HL Deb 31 October 1975 vol 365 cc739-42

My Lords, I beg leave to ask the Question which stands in my name on the Order Paper.

The Question was as follows:

To ask Her Majesty's Government whether they are aware that the USSR is breaking her undertaking given in the Final Act signed at the Helsinki Conference by refusing to grant permission to those who wish to emigrate from the USSR (including the territories occupied and annexed by her during the Second World War); and whether Her Majesty's Government will endeavour to persuade the USSR to abide by her agreement and allow to depart those who have applied and will apply to emigrate, including the scientist Benjamin Levich and his wife who have been informed that the specific promise that they would be allowed to leave has been revoked.


My Lords, it is too early to speak of a breach of the Final Act of the Helsinki Conference. The Government intend to implement the provisions of the Final Act, and expect all other participating States to do likewise. All entered into a firm political commitment to do so. The House will be aware of the Government's view that individual cases of this kind can be pursued more effectively through private discussion than through public declaration. But, as my right honourable friend the Minister of State said in another place on 29th October, we shall continue to draw the attention of the Soviet authorities to this sort of case.


My Lords, while thanking my noble friend for the reply that he has given, may I ask him whether he is aware of the fact that those who apply for exit permits are still being subjected to very serious harassment; that many are being charged with fictitious crimes, or false alleged crimes; and that the vast majority are being given no opportunity to get out? Is my noble friend further aware that, instead of the situation becoming better, so far as emigration is concerned it has become worse? In view of the fact that this was a definite promise, does not the case of Levich and his wife require immediate attention?—because the authorities in the USSR have withdrawn that promise which they gave even prior to the Helsingfors Treaty and, having withdrawn that promise they are subjecting the Leviches to very grievous hardship.


My Lords, the evidence which my noble friend has given is unfortunately true in many respects, and may be true in individual cases.
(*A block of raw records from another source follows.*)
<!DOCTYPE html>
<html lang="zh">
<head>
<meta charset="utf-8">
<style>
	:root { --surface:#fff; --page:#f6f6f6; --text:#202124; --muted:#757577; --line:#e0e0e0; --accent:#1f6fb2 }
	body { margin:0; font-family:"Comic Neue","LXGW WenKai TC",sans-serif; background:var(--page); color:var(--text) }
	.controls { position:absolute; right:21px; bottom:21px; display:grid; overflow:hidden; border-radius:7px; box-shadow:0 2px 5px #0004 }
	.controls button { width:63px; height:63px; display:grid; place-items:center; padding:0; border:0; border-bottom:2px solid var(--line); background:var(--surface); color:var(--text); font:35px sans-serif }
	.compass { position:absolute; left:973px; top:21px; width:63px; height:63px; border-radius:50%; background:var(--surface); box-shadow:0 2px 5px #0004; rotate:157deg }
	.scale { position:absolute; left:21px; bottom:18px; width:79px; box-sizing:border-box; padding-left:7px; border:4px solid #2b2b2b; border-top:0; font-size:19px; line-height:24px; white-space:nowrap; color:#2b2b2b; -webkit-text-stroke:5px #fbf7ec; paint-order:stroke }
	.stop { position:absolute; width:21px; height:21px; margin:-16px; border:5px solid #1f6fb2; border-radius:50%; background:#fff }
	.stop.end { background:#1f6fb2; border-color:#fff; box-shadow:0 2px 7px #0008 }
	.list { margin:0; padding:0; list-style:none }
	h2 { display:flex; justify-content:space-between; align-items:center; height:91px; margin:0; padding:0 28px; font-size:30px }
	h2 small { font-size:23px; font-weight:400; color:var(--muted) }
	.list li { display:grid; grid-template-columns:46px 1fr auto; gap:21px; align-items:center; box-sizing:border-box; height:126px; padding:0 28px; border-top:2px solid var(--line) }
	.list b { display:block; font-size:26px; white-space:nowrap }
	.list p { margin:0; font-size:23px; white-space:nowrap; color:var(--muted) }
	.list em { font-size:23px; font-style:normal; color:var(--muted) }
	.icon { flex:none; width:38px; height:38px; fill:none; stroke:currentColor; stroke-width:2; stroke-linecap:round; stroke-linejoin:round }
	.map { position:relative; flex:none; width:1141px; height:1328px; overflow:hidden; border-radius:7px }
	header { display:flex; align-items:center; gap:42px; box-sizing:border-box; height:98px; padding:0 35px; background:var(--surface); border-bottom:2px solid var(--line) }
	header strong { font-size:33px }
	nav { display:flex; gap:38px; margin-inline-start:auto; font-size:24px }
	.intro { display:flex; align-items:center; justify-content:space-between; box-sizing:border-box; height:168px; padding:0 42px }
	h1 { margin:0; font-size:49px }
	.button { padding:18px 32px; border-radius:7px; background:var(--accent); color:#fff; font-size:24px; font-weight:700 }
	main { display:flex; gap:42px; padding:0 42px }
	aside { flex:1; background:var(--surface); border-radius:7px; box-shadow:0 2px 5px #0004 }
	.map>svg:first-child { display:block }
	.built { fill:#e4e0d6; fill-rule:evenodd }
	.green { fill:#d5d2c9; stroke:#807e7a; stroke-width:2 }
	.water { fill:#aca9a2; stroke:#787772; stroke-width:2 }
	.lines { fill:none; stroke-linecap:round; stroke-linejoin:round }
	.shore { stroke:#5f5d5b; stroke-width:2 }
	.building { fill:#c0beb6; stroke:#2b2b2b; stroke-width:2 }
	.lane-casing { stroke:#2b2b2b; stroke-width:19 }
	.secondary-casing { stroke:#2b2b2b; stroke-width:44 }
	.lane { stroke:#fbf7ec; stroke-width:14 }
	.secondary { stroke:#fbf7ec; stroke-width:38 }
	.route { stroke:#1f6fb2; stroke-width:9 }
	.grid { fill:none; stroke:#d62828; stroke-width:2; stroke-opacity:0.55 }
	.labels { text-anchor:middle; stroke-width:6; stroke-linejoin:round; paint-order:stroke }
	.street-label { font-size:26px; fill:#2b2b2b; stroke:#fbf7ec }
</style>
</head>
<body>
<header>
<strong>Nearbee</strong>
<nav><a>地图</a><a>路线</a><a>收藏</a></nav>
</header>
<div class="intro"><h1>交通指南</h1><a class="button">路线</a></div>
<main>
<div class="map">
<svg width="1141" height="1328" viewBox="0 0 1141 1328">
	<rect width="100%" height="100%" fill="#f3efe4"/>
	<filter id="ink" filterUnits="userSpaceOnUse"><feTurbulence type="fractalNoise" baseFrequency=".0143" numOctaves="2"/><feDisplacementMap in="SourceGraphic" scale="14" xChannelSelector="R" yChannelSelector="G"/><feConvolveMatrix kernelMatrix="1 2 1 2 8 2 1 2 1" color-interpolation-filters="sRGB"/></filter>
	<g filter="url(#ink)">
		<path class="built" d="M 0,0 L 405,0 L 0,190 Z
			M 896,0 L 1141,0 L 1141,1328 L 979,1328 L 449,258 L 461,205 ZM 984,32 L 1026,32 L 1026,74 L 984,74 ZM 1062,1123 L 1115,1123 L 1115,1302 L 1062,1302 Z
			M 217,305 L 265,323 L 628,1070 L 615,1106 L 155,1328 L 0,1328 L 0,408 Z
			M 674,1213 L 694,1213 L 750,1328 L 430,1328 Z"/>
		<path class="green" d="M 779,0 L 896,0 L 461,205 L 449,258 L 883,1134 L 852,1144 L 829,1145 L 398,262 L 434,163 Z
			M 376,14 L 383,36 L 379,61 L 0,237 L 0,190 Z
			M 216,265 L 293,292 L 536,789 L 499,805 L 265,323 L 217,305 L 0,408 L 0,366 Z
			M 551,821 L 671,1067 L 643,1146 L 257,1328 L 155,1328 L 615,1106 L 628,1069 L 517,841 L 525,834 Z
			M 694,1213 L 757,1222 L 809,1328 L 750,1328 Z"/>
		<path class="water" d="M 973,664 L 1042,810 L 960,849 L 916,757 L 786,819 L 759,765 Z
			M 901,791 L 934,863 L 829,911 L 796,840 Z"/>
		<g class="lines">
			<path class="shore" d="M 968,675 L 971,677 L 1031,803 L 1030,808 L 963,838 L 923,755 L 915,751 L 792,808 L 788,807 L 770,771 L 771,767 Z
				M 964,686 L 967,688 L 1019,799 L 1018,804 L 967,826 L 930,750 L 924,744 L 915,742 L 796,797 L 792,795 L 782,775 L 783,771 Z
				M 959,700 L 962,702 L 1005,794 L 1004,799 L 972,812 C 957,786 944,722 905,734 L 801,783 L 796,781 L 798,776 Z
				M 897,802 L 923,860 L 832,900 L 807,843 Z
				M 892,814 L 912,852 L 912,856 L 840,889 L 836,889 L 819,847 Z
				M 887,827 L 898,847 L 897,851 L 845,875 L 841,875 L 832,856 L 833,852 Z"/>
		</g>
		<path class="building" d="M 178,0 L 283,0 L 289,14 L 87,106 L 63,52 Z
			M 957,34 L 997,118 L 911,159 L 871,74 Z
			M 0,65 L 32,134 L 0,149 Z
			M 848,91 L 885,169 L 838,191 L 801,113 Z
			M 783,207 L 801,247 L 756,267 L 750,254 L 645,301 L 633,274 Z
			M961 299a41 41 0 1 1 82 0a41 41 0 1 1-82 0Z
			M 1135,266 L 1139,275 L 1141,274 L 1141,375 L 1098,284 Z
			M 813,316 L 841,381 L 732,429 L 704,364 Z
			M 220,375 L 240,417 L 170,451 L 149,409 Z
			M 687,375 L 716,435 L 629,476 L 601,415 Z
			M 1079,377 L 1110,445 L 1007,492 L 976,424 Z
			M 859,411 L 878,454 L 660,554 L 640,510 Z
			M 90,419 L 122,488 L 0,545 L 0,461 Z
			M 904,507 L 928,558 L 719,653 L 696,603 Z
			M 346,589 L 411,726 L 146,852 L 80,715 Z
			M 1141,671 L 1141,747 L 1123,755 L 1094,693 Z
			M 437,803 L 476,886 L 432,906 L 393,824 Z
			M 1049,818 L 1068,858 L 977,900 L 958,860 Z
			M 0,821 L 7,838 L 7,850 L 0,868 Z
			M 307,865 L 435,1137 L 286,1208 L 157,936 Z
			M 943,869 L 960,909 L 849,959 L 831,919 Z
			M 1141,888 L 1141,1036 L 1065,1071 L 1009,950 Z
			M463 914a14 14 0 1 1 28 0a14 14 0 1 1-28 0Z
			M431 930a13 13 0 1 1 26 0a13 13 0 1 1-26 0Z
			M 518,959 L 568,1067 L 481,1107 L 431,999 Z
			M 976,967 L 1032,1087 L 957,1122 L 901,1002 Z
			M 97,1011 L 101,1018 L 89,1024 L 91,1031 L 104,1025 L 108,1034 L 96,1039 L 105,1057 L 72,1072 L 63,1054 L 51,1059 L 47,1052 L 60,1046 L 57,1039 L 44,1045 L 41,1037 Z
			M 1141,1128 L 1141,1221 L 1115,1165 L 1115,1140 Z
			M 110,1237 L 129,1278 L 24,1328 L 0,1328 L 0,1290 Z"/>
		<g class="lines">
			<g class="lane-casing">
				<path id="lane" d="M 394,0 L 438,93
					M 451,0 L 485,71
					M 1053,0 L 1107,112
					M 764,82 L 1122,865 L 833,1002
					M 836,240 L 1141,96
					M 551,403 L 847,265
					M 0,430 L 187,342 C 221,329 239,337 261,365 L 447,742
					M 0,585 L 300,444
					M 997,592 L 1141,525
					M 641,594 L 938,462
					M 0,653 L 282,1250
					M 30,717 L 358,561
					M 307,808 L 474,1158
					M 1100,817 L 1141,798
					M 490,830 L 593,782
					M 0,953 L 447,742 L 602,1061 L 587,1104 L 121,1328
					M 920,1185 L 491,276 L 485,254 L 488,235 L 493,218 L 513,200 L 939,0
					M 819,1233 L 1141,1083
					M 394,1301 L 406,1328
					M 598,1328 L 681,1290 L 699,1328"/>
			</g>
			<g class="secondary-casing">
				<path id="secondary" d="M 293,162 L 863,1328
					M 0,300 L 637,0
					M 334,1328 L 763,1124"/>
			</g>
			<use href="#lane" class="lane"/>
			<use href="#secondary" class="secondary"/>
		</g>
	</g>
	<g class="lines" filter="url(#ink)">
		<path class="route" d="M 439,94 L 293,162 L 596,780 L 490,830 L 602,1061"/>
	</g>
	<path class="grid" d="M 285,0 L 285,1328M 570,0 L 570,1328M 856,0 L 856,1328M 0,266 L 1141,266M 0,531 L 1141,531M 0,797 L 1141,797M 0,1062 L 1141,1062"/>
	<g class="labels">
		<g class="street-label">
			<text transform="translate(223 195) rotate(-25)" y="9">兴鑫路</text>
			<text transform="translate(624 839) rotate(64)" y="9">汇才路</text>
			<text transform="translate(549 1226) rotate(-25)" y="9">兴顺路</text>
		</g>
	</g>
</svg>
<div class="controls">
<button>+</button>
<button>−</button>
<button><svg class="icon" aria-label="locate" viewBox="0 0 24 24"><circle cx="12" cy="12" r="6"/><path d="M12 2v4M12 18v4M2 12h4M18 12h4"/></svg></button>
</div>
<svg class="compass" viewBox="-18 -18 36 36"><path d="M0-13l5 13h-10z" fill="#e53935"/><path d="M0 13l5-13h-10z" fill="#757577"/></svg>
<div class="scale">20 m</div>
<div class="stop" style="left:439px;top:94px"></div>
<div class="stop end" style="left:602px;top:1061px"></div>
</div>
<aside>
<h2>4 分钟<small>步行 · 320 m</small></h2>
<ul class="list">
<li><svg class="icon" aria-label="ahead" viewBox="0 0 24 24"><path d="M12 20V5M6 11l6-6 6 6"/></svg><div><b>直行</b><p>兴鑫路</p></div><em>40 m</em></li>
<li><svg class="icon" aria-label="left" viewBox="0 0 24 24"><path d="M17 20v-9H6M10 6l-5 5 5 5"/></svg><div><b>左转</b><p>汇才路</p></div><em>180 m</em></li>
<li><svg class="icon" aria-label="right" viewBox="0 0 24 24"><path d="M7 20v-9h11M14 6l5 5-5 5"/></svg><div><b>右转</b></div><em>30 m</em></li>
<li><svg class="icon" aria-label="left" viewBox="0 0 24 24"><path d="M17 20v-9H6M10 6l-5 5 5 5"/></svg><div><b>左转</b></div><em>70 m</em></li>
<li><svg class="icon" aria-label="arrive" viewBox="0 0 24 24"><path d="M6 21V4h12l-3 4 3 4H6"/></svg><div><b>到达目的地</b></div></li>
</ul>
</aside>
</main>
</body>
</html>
We strongly deplore these practices and policies, and our purpose in co-operating at Helsinki and in affixing our signature with those of 35 other countries, including the Soviet Union, was to make some progress towards resolving these humanitarian problems. The progress of the implementation of the Final Act will of course be reviewed in 1977, but in the meantime we shall be constantly consulting our friends and allies in the Community and in NATO as to cases of this kind and also as to general progress along the lines envisaged by the Final Act.


My Lords, while welcoming what the noble Lord has said and agreeing with him that, in general, these things are better handled by private representation, may I ask him whether, when these representations are made, he would consider making it clear that the facts which the noble Lord, Lord Janner, has brought to the attention of the House are not unknown to the great majority of the people of this country and that they must inevitably have an effect on Anglo-Soviet relations?


My Lords, if I may take the most important point of the noble Lord's interjection—and it is an important point which the noble Lord has made—we entirely agree that the progress of détente, which the Soviet Union and its allies regard as being of great importance, can only be impaired by a lack of implementation over a long enough period of the provisions of the Helsinki Final Act. As to the first point which the noble Lord made, indeed it is well that all understand that there is a very strong and active public opinion in this country, and indeed throughout the whole democratic world, which deplores and abhors these practices.


My Lords, while agreeing with everything that has been said by both the noble Lord, Lord Carrington, and my noble friend Lord Janner, and while supporting private movements in this matter, may I ask whether it would be better if we used the Helsinki Conference as a means of asserting the principle of free movement between countries, which is even more important? If we worked on that principle, that is far more important than even individual efforts made by private people in particular cases.


My Lords, I think the two are equal in importance. The provision in the Final Act relates to a policy for the freer movement of individuals and groups, including, of course, people who are motivated by national, religious or ideological reasons; but within that larger purpose there is clearly the need—in appropriate ways which the noble Lord has described, possibly by private intercession rather than public declaration—to assist in individual cases. I would not wish to specify which individual cases. From time to time our Prime Minister and other leaders in this country intercede on behalf of individuals in a private way, always with a view to their action being productive rather than counter-productive in that particular case.


But, my Lords, in contradistinction to what the noble Baroness has suggested, is it not a test of the sincerity of our principles that we apply them in individual cases; and are not principles which are not applied in individual cases wholly worthless?


Yes, my Lords; I entirely agree, and I have no doubt that the noble Baroness would go along with that, too. There is the general purpose of the Final Act, but, as the noble and learned Lord has reminded us, general purposes are valid only if they are applied to individuals.


My Lords, while not endorsing everything that is in this Question, may I ask the Minister whether he will raise privately, as has been suggested, the case of Benjamin Levich, and whether he will consider negotiations to extend the Human Rights Commission in Western Europe to the whole of Europe, permitting Governments to raise questions of this kind?


My Lords, I take note of both points; the individual point and also the point of policy which my noble friend has raised.